“The Thumbs Behind The Curtain” or “Why You Should Have Blind Faith In Telltale’s the Walking Dead Game”

It Needs to be Good

I am a Walking Dead fanboy.  I read the first eighty issues of Robert Kirkman and Charlie Adlard’s (with contribution from Tony Moore) serialized comic in three days.  So naturally, when I heard that the Walking Dead was being developed as a videogame, I was immediately nervous.  I conjured up images of Sheriff Rick Grimes as the star of a third-person action game reminiscent of Resident Evil, and wished for a game that would focus on the rich characters that populate the Walking Dead’s world.  As more details surrounding the game were released, I was amazed and delighted to hear that Telltale Games would be developing The Walking Dead as an adventure game.  For those that aren’t familiar (you’re missing out), Telltale Games is the developer of the recent Sam & Max, Monkey Island, and Back to the Future episodic games.  They tend to produce adventure games, and are currently the best developer in that genre (in my humble opinion).  Odds are, if you are a big adventure game fan, you’ve been playing Telltale’s games for a while now.

The Best at What They Do

If you are skeptical of Telltale Games’ ability to develop a quality product based on an existing franchise, take a look at the Sam & Max games.  Initially developed by LucasArts and released in 1993, Sam & Max Hit the Road and its sequels were incredibly fun adventure games that were bursting with character development and humor.  It would be reasonable to argue that the Sam & Max games are some of the funniest videogames ever.

Despite the daunting proposition of creating new games in this much-revered franchise, Telltale delivered a series of faithful episodic games that fans of the original Sam & Max had a hard time criticizing.  The same applies to the Tales of Monkey Island series, which was excellent.  I felt that Telltale’s Monkey Island episodes were worthy of the name in every way, which is impressive, considering that the LucasArts games set an extremely high standard.  I have faith that the people at Telltale Games are excellent at examining what made an existing franchise work, and figuring out how to update that series in an interesting and original way.

Games, Video Games, Video Games, Video Games

Except in rare cases, I don’t hold blind faith in developers.  I don’t think every game that every Visceral Games or Rockstar North game will be amazing.  Even with Telltale’s stellar track record, I’m still not at the “blind-faith-in-all-of-their-products” stage yet.  I do, however, have blind faith in some people.
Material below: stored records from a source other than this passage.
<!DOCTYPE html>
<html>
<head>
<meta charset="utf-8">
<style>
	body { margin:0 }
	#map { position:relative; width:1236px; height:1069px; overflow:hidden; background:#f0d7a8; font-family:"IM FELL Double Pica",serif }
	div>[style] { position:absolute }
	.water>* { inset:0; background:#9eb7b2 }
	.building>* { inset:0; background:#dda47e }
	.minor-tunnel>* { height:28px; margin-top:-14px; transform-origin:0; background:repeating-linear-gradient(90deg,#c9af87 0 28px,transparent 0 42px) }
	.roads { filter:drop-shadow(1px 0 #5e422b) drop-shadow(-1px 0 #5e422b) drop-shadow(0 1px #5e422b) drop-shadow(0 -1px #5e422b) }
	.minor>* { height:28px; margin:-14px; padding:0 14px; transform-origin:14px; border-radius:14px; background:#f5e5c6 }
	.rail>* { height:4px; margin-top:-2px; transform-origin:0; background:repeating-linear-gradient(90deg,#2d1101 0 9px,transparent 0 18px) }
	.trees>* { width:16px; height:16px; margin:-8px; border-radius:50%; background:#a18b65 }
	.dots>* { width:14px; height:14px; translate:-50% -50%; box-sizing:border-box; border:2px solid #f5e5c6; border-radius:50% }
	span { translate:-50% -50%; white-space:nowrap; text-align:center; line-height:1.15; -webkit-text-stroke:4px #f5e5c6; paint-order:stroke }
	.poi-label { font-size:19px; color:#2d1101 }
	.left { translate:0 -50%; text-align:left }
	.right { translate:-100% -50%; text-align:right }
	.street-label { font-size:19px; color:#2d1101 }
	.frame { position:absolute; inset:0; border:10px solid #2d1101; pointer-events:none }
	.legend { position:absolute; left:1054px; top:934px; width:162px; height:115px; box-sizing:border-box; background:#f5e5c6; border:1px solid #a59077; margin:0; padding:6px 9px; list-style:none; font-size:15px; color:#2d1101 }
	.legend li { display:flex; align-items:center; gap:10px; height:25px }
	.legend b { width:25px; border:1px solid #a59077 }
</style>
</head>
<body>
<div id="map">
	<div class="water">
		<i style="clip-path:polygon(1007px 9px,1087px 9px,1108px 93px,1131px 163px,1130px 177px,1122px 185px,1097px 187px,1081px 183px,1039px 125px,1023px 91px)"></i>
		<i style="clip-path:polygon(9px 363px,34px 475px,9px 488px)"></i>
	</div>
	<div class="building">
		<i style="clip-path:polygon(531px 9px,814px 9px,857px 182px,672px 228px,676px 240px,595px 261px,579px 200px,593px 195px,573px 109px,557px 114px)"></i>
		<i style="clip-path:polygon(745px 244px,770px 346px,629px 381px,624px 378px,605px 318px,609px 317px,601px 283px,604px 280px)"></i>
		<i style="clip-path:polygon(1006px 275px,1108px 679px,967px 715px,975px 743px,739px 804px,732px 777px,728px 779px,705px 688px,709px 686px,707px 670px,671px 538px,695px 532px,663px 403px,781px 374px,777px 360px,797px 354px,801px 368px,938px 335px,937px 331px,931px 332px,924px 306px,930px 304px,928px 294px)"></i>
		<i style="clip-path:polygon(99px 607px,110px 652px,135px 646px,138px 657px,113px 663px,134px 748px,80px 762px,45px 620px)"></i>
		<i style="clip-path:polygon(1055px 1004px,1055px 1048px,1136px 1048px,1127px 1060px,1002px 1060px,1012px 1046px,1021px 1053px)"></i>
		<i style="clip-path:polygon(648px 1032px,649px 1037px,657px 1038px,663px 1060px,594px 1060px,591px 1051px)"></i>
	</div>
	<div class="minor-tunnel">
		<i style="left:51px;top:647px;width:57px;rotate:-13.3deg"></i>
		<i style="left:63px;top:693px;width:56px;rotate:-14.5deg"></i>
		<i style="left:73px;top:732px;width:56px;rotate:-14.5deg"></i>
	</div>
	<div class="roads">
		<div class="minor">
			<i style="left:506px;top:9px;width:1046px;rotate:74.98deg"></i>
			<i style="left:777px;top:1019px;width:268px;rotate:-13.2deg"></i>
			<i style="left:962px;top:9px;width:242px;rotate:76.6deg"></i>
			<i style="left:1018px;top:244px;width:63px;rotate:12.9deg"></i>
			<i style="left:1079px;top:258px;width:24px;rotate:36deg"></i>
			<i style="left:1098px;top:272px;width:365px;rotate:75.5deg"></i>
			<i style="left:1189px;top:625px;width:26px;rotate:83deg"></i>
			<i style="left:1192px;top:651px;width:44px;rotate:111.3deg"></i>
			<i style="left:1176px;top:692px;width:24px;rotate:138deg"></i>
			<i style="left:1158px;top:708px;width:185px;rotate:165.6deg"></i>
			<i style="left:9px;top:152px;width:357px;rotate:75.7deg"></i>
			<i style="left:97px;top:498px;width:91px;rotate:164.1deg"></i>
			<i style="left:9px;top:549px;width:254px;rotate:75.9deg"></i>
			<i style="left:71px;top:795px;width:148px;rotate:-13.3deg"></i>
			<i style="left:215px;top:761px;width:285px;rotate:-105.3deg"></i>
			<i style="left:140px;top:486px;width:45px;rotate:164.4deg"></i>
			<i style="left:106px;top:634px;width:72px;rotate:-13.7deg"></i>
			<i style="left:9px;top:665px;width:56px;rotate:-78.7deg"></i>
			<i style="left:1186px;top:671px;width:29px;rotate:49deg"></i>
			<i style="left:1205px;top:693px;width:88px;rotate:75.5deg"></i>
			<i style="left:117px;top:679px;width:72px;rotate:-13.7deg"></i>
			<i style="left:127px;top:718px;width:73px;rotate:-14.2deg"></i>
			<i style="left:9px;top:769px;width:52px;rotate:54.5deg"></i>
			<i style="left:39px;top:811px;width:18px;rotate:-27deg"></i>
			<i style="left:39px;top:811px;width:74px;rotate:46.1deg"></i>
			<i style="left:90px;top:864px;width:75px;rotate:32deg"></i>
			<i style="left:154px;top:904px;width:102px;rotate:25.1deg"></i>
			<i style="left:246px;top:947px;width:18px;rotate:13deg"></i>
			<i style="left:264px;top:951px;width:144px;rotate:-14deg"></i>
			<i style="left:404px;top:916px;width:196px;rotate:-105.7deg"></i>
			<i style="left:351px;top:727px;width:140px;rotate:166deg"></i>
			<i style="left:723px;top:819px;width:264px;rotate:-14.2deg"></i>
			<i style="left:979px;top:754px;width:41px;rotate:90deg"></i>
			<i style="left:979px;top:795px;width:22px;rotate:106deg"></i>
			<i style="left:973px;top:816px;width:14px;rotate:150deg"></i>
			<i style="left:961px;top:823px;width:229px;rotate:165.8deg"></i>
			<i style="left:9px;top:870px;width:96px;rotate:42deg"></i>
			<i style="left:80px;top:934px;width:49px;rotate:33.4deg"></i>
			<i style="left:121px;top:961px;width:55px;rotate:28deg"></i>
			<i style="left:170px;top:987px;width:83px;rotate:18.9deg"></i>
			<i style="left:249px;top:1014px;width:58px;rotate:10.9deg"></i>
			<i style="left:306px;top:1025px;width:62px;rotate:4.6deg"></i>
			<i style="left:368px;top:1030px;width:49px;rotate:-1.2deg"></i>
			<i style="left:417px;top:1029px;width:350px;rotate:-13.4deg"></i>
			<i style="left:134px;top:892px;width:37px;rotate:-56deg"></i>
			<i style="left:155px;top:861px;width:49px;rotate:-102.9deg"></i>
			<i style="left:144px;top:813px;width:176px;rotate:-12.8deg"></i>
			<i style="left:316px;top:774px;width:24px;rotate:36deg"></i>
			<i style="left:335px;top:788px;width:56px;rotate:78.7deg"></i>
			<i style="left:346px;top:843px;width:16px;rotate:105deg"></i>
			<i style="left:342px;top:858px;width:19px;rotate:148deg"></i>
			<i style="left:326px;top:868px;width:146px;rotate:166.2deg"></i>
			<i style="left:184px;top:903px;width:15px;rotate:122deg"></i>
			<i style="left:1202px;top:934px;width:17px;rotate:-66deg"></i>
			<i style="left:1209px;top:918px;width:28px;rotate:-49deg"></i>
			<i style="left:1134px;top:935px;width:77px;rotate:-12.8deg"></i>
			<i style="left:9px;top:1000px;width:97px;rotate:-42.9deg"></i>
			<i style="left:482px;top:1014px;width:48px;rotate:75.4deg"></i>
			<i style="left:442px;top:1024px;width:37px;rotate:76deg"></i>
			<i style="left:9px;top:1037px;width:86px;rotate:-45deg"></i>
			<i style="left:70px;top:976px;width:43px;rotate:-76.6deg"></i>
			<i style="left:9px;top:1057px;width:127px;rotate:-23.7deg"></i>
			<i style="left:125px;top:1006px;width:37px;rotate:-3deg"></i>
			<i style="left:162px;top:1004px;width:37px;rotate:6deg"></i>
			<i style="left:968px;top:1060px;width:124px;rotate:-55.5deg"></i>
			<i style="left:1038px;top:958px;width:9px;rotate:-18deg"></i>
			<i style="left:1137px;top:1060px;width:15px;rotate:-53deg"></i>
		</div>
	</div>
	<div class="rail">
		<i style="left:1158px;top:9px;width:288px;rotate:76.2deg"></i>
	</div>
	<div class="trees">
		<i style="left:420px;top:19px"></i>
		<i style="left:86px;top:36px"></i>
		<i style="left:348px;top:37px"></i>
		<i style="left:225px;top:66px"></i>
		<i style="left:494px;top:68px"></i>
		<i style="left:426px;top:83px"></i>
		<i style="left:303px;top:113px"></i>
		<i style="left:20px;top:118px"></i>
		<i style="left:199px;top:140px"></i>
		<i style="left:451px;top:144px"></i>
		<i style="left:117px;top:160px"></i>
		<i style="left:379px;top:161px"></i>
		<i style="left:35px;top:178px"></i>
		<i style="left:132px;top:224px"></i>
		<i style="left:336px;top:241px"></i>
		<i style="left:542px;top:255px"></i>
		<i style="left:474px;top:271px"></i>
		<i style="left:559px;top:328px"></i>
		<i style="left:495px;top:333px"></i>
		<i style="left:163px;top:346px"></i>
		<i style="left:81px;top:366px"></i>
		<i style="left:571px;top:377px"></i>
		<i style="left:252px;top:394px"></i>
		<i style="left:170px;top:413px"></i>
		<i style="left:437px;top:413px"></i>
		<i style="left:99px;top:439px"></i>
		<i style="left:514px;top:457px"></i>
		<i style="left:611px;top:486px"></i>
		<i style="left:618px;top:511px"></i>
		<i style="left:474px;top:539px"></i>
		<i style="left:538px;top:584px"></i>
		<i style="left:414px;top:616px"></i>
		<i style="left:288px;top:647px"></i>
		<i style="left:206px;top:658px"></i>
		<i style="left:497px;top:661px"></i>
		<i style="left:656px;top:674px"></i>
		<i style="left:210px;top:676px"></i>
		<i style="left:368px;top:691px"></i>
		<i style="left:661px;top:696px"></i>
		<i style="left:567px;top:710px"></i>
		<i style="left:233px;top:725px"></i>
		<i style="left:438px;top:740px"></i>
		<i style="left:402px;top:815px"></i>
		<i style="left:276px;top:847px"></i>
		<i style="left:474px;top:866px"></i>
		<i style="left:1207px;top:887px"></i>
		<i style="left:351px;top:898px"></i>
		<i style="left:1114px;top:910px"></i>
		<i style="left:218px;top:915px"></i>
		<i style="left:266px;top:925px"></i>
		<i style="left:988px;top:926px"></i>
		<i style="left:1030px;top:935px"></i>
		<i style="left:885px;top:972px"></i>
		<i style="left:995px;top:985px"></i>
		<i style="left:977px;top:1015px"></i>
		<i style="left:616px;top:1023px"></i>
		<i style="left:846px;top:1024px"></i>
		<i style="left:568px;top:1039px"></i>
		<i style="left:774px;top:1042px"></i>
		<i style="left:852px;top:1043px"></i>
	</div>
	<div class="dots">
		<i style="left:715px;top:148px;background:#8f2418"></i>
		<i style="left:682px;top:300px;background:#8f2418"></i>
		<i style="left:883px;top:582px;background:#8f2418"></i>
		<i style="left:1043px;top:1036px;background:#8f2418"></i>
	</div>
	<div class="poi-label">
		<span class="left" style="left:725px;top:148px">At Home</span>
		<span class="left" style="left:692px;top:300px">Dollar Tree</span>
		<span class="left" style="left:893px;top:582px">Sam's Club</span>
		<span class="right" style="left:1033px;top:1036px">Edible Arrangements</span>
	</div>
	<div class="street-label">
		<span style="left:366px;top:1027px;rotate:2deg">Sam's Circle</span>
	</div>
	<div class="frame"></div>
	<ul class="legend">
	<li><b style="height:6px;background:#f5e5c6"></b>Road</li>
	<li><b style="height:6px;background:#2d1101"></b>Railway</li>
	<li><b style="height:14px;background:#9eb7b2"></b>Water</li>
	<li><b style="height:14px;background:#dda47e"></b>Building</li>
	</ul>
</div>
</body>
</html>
I don’t know who every member of the Walking Dead team is, but I know the project lead is Sean Vanaman and Jake Rodkin is a designer.

For those that don’t know, Rodkin and Vanaman were involved in my #2 gaming podcast of all time, Idle Thumbs.  If you listened to the podcast, you’d know that these guys are smart, and tend think about games in an unconventional manner.  Considering that the other two “Thumbs” are now working on Bioshock Infinite, it’s clear that I’m not the only one who thought the Idle Thumbs cast are intelligent guys.  Vanaman and Rodkin have also worked on many of Telltale Games’ great titles over the last few years, and their expertise regarding videogame design showed on Idle Thumbs.

Throughout the Idle Thumbs run, Vanaman and Rodkin both demonstrated that they are highly intelligent, critical of mainstream games when they deserve it, and that they put an emphasis on story and character development.  I believe these are essential traits for quality game developers to possess, and knowing that Rodkin and Vanaman are on the team has only increased my anticipation for the Walking Dead game.

Next Issue…

Over at the Telltale forums, you can download “Episode 0” of a development podcast that Vanaman and Rodkin started.  It’s only a test episode, but it gave me some insight into how they are approaching the game.  It would be easy to assume that Kirkman’s comic – and therefore the game – was all blood and guts, but the real heart of the Walking Dead is its characters, and it sounds like Vanaman and Rodkin know this very well.  Vanaman also alluded to meetings that the development team has had with Robert Kirkman, which demonstrates that the author cares about the end product.  The fact that the license went to Telltale says a lot, considering that they are one of the only companies that make licensed games in an interesting and non-mainstream way.

I hardly ever think of a game as a “first-day-purchase,” but knowing that Telltale is developing the Walking Dead game, Sean Vanaman and Jake Rodkin are two of the people working on it, and that the main focus of the game will be the characters increases my anticipation tenfold.  If you haven’t played any TellTale games and are upset that The Walking Dead will be an adventure-style game, go play the Sam & Max or Monkey Island episodes, and I think you will change your mind.

We will definitely be keeping our eyes on the Walking Dead game as its development continues, so expect more coverage soon.